Top of Information given

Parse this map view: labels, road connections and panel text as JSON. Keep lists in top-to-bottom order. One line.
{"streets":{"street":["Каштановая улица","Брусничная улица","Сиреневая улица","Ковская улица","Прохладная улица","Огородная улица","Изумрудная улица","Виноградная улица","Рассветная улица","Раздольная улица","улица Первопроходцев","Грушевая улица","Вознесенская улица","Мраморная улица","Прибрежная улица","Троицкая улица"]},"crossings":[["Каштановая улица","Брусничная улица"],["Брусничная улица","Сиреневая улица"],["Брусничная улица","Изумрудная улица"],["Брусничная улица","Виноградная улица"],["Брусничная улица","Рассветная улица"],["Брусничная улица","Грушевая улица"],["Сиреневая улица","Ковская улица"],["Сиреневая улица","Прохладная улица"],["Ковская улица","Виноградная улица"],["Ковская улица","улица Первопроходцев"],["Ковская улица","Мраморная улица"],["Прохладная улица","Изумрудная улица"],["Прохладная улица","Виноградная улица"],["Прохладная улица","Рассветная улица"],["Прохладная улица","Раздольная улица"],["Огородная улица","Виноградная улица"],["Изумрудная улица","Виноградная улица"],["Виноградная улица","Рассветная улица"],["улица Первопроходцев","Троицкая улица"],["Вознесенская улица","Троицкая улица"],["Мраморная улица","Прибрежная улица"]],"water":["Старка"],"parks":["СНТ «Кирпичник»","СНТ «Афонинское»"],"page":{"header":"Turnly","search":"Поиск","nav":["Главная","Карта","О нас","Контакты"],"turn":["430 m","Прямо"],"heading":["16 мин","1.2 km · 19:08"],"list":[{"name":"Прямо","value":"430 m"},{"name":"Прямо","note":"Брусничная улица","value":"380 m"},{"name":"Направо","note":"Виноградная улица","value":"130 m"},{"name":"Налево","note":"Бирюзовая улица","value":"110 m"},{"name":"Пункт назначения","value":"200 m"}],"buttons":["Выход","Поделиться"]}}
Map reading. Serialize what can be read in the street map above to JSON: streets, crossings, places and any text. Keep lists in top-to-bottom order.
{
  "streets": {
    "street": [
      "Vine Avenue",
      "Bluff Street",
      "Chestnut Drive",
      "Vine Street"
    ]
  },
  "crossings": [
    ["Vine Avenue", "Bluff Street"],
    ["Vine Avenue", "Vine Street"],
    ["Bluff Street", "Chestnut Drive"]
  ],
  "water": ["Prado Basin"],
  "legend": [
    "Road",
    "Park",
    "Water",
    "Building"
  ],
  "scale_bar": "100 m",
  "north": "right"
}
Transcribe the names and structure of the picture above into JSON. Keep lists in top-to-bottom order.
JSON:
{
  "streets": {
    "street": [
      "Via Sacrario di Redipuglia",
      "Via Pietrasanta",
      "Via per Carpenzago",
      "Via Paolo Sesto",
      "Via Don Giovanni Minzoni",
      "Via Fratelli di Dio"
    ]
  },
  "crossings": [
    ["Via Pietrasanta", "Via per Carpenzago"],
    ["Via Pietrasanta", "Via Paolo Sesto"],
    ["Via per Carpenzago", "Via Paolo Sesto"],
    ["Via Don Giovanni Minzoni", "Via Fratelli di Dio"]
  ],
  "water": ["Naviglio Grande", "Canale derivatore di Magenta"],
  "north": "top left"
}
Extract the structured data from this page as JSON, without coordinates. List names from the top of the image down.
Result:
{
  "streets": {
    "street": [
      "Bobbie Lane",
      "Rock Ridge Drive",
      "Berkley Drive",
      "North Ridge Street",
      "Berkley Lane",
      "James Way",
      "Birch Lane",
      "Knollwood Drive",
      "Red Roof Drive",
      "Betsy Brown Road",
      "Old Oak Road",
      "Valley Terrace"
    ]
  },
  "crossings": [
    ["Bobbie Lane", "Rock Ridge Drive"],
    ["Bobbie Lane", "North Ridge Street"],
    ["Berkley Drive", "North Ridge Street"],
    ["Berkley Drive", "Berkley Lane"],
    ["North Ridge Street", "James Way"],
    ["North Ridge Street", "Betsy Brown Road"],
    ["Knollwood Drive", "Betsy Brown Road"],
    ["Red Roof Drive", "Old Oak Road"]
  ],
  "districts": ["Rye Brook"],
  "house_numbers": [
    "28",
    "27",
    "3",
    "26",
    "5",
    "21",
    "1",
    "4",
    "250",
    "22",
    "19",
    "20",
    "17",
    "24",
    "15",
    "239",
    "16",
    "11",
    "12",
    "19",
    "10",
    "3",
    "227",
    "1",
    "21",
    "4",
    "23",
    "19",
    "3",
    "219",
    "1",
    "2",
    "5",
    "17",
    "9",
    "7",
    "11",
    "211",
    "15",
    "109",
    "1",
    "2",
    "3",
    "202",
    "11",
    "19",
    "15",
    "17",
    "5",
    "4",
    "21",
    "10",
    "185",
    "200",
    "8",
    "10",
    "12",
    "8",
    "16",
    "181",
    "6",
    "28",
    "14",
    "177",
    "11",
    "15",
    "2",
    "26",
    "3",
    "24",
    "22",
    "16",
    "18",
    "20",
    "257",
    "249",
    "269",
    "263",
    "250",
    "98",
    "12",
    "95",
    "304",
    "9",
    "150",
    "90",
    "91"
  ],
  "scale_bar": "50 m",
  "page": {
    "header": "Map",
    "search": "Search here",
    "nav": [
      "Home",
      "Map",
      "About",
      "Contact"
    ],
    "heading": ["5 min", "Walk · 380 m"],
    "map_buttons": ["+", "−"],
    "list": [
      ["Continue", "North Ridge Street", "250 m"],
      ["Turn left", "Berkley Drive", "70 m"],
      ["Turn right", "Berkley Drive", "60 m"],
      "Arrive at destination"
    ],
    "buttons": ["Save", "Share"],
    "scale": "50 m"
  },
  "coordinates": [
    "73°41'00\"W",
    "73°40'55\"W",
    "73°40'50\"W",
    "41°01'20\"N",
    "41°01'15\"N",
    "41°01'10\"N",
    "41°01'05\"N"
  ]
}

Bottom of Information given

■ Work request ■
Copy out the full set of entries without altering anything.

■ Output for this exercise ■
Parse this map view: labels, road connections and panel text as JSON. Keep lists in top-to-bottom order. One line.
{"streets":{"street":["Каштановая улица","Брусничная улица","Сиреневая улица","Ковская улица","Прохладная улица","Огородная улица","Изумрудная улица","Виноградная улица","Рассветная улица","Раздольная улица","улица Первопроходцев","Грушевая улица","Вознесенская улица","Мраморная улица","Прибрежная улица","Троицкая улица"]},"crossings":[["Каштановая улица","Брусничная улица"],["Брусничная улица","Сиреневая улица"],["Брусничная улица","Изумрудная улица"],["Брусничная улица","Виноградная улица"],["Брусничная улица","Рассветная улица"],["Брусничная улица","Грушевая улица"],["Сиреневая улица","Ковская улица"],["Сиреневая улица","Прохладная улица"],["Ковская улица","Виноградная улица"],["Ковская улица","улица Первопроходцев"],["Ковская улица","Мраморная улица"],["Прохладная улица","Изумрудная улица"],["Прохладная улица","Виноградная улица"],["Прохладная улица","Рассветная улица"],["Прохладная улица","Раздольная улица"],["Огородная улица","Виноградная улица"],["Изумрудная улица","Виноградная улица"],["Виноградная улица","Рассветная улица"],["улица Первопроходцев","Троицкая улица"],["Вознесенская улица","Троицкая улица"],["Мраморная улица","Прибрежная улица"]],"water":["Старка"],"parks":["СНТ «Кирпичник»","СНТ «Афонинское»"],"page":{"header":"Turnly","search":"Поиск","nav":["Главная","Карта","О нас","Контакты"],"turn":["430 m","Прямо"],"heading":["16 мин","1.2 km · 19:08"],"list":[{"name":"Прямо","value":"430 m"},{"name":"Прямо","note":"Брусничная улица","value":"380 m"},{"name":"Направо","note":"Виноградная улица","value":"130 m"},{"name":"Налево","note":"Бирюзовая улица","value":"110 m"},{"name":"Пункт назначения","value":"200 m"}],"buttons":["Выход","Поделиться"]}}
Map reading. Serialize what can be read in the street map above to JSON: streets, crossings, places and any text. Keep lists in top-to-bottom order.
{
  "streets": {
    "street": [
      "Vine Avenue",
      "Bluff Street",
      "Chestnut Drive",
      "Vine Street"
    ]
  },
  "crossings": [
    ["Vine Avenue", "Bluff Street"],
    ["Vine Avenue", "Vine Street"],
    ["Bluff Street", "Chestnut Drive"]
  ],
  "water": ["Prado Basin"],
  "legend": [
    "Road",
    "Park",
    "Water",
    "Building"
  ],
  "scale_bar": "100 m",
  "north": "right"
}
Transcribe the names and structure of the picture above into JSON. Keep lists in top-to-bottom order.
JSON:
{
  "streets": {
    "street": [
      "Via Sacrario di Redipuglia",
      "Via Pietrasanta",
      "Via per Carpenzago",
      "Via Paolo Sesto",
      "Via Don Giovanni Minzoni",
      "Via Fratelli di Dio"
    ]
  },
  "crossings": [
    ["Via Pietrasanta", "Via per Carpenzago"],
    ["Via Pietrasanta", "Via Paolo Sesto"],
    ["Via per Carpenzago", "Via Paolo Sesto"],
    ["Via Don Giovanni Minzoni", "Via Fratelli di Dio"]
  ],
  "water": ["Naviglio Grande", "Canale derivatore di Magenta"],
  "north": "top left"
}
Extract the structured data from this page as JSON, without coordinates. List names from the top of the image down.
Result:
{
  "streets": {
    "street": [
      "Bobbie Lane",
      "Rock Ridge Drive",
      "Berkley Drive",
      "North Ridge Street",
      "Berkley Lane",
      "James Way",
      "Birch Lane",
      "Knollwood Drive",
      "Red Roof Drive",
      "Betsy Brown Road",
      "Old Oak Road",
      "Valley Terrace"
    ]
  },
  "crossings": [
    ["Bobbie Lane", "Rock Ridge Drive"],
    ["Bobbie Lane", "North Ridge Street"],
    ["Berkley Drive", "North Ridge Street"],
    ["Berkley Drive", "Berkley Lane"],
    ["North Ridge Street", "James Way"],
    ["North Ridge Street", "Betsy Brown Road"],
    ["Knollwood Drive", "Betsy Brown Road"],
    ["Red Roof Drive", "Old Oak Road"]
  ],
  "districts": ["Rye Brook"],
  "house_numbers": [
    "28",
    "27",
    "3",
    "26",
    "5",
    "21",
    "1",
    "4",
    "250",
    "22",
    "19",
    "20",
    "17",
    "24",
    "15",
    "239",
    "16",
    "11",
    "12",
    "19",
    "10",
    "3",
    "227",
    "1",
    "21",
    "4",
    "23",
    "19",
    "3",
    "219",
    "1",
    "2",
    "5",
    "17",
    "9",
    "7",
    "11",
    "211",
    "15",
    "109",
    "1",
    "2",
    "3",
    "202",
    "11",
    "19",
    "15",
    "17",
    "5",
    "4",
    "21",
    "10",
    "185",
    "200",
    "8",
    "10",
    "12",
    "8",
    "16",
    "181",
    "6",
    "28",
    "14",
    "177",
    "11",
    "15",
    "2",
    "26",
    "3",
    "24",
    "22",
    "16",
    "18",
    "20",
    "257",
    "249",
    "269",
    "263",
    "250",
    "98",
    "12",
    "95",
    "304",
    "9",
    "150",
    "90",
    "91"
  ],
  "scale_bar": "50 m",
  "page": {
    "header": "Map",
    "search": "Search here",
    "nav": [
      "Home",
      "Map",
      "About",
      "Contact"
    ],
    "heading": ["5 min", "Walk · 380 m"],
    "map_buttons": ["+", "−"],
    "list": [
      ["Continue", "North Ridge Street", "250 m"],
      ["Turn left", "Berkley Drive", "70 m"],
      ["Turn right", "Berkley Drive", "60 m"],
      "Arrive at destination"
    ],
    "buttons": ["Save", "Share"],
    "scale": "50 m"
  },
  "coordinates": [
    "73°41'00\"W",
    "73°40'55\"W",
    "73°40'50\"W",
    "41°01'20\"N",
    "41°01'15\"N",
    "41°01'10\"N",
    "41°01'05\"N"
  ]
}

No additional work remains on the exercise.